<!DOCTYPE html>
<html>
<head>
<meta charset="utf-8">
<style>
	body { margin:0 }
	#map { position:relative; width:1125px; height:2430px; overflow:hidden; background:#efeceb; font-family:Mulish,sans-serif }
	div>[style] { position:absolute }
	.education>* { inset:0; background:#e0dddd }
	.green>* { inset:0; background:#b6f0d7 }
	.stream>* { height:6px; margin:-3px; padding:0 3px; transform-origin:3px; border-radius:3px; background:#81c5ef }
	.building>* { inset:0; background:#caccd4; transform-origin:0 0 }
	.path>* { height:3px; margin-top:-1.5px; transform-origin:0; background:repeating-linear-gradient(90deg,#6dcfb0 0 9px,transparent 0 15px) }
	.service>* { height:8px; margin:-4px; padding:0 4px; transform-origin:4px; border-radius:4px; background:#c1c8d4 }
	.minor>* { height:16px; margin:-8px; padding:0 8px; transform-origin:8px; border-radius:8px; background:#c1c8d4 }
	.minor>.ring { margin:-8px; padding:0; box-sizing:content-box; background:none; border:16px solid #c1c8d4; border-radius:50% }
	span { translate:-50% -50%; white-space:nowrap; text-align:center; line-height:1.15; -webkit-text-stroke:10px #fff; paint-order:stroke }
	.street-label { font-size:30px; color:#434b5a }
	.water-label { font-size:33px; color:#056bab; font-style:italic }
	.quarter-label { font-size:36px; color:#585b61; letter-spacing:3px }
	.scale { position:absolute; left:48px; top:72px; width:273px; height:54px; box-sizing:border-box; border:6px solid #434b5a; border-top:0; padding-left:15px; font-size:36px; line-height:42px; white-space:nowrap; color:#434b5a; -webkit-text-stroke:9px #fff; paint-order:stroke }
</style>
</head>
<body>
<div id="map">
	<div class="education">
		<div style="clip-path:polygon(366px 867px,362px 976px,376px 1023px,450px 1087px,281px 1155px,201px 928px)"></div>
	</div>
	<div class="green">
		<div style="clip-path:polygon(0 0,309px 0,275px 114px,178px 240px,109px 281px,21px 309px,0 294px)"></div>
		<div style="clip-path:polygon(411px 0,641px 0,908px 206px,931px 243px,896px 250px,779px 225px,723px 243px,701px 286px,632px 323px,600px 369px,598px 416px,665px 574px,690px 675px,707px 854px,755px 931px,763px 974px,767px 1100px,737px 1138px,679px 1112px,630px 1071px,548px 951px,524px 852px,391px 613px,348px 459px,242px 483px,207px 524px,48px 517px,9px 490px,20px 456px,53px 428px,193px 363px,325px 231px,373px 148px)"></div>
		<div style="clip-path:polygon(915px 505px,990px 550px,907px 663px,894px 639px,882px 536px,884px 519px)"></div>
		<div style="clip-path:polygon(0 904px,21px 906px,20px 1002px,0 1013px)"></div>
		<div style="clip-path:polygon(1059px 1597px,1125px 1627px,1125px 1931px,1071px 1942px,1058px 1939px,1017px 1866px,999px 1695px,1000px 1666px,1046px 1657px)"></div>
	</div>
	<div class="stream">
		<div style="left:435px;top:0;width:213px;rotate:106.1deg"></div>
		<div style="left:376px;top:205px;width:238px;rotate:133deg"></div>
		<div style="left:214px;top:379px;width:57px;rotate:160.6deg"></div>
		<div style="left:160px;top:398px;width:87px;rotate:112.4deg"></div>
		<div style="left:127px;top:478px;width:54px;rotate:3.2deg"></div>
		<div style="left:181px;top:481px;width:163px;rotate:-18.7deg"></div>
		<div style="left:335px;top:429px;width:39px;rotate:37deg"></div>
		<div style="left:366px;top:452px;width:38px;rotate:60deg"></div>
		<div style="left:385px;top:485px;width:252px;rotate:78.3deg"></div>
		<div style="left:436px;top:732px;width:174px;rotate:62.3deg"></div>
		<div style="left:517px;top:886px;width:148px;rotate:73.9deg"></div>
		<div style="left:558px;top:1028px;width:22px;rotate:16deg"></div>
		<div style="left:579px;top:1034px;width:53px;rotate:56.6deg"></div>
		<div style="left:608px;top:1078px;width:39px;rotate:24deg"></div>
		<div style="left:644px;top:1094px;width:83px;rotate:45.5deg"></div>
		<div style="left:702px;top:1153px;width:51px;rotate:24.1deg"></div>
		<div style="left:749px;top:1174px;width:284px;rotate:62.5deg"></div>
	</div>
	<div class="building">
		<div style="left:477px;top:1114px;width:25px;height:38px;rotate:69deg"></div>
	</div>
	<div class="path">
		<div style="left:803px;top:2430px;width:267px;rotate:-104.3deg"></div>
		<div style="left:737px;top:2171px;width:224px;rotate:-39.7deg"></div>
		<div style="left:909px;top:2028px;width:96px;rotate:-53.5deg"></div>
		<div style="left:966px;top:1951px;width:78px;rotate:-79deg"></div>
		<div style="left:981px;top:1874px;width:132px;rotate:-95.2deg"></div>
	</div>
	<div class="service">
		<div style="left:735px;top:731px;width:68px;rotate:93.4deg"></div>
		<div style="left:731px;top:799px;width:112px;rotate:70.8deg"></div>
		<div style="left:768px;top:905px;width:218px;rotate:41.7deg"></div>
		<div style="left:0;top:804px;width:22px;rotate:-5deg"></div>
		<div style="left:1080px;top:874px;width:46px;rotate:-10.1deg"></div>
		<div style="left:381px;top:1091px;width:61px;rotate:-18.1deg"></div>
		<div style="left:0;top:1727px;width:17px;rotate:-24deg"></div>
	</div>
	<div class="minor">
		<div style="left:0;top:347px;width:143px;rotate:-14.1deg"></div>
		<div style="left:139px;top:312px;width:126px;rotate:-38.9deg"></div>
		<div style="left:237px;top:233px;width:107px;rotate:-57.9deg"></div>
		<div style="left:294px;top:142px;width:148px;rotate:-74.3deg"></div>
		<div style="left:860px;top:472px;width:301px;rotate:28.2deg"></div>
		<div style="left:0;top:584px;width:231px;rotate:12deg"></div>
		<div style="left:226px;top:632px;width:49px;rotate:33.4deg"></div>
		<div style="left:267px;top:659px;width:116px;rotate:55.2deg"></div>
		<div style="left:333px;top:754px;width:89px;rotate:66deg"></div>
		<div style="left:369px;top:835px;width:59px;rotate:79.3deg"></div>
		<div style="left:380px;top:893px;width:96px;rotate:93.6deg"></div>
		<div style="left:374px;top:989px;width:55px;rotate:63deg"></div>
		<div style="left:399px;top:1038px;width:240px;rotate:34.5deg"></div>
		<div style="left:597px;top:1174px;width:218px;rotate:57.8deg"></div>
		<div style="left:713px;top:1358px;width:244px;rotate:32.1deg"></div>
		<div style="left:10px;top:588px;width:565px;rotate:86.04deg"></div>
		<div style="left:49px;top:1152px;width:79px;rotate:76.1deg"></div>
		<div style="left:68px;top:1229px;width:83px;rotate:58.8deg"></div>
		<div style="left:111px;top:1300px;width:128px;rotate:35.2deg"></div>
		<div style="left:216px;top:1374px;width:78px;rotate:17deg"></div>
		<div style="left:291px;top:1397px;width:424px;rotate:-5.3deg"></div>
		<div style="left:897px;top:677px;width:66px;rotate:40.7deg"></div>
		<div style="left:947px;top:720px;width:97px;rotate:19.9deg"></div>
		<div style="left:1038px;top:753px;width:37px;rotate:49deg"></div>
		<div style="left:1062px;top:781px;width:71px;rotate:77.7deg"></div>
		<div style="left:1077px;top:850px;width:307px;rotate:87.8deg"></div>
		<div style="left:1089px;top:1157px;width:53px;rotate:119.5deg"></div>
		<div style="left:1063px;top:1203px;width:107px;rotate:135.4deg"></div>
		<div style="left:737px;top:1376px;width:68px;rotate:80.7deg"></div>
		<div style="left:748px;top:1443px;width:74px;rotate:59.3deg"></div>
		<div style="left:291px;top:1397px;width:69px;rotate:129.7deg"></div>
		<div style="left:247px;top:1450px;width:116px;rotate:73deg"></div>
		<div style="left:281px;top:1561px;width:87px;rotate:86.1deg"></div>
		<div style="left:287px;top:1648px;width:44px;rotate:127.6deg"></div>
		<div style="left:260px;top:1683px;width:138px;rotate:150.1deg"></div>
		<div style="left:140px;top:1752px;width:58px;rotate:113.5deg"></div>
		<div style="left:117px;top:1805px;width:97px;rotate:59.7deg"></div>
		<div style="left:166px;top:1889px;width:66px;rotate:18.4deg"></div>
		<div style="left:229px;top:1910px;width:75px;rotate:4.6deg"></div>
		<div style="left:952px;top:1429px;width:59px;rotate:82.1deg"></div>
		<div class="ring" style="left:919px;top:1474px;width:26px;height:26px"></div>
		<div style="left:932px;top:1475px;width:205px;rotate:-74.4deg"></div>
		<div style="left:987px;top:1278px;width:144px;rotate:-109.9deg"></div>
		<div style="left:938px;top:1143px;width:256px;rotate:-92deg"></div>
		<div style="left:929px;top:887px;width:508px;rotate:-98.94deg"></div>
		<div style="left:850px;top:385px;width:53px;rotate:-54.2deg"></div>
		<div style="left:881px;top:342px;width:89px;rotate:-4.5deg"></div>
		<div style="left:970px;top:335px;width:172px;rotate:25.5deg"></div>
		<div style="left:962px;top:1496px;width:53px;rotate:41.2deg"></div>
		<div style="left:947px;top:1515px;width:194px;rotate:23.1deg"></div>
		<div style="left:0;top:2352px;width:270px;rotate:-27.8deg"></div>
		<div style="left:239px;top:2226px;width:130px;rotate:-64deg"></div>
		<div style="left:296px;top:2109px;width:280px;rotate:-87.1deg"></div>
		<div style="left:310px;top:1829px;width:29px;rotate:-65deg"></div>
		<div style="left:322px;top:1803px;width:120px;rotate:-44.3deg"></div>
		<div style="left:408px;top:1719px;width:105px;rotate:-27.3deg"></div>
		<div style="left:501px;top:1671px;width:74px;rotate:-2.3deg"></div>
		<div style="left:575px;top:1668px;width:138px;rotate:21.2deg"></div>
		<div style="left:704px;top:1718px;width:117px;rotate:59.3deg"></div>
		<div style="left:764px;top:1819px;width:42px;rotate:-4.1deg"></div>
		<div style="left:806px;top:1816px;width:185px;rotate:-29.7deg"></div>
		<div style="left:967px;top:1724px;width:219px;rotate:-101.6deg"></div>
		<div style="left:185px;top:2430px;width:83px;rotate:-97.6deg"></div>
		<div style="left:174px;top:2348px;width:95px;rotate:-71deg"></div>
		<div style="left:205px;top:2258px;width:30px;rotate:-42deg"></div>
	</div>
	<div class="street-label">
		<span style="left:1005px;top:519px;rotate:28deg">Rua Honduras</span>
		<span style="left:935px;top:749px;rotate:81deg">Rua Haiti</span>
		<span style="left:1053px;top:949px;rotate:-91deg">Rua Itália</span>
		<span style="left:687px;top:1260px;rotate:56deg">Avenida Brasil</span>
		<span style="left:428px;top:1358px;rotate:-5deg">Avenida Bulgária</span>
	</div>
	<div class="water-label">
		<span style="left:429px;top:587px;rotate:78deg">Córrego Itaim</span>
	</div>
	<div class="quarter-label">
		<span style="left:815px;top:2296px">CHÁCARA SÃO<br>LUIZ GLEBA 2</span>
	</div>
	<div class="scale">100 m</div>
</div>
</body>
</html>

+ + +

● Goal of the exercise:
All lines with the word "stream" are needed; pull them from the entries and copy each.

● Your solution:
	.stream>* { height:6px; margin:-3px; padding:0 3px; transform-origin:3px; border-radius:3px; background:#81c5ef }
	<div class="stream">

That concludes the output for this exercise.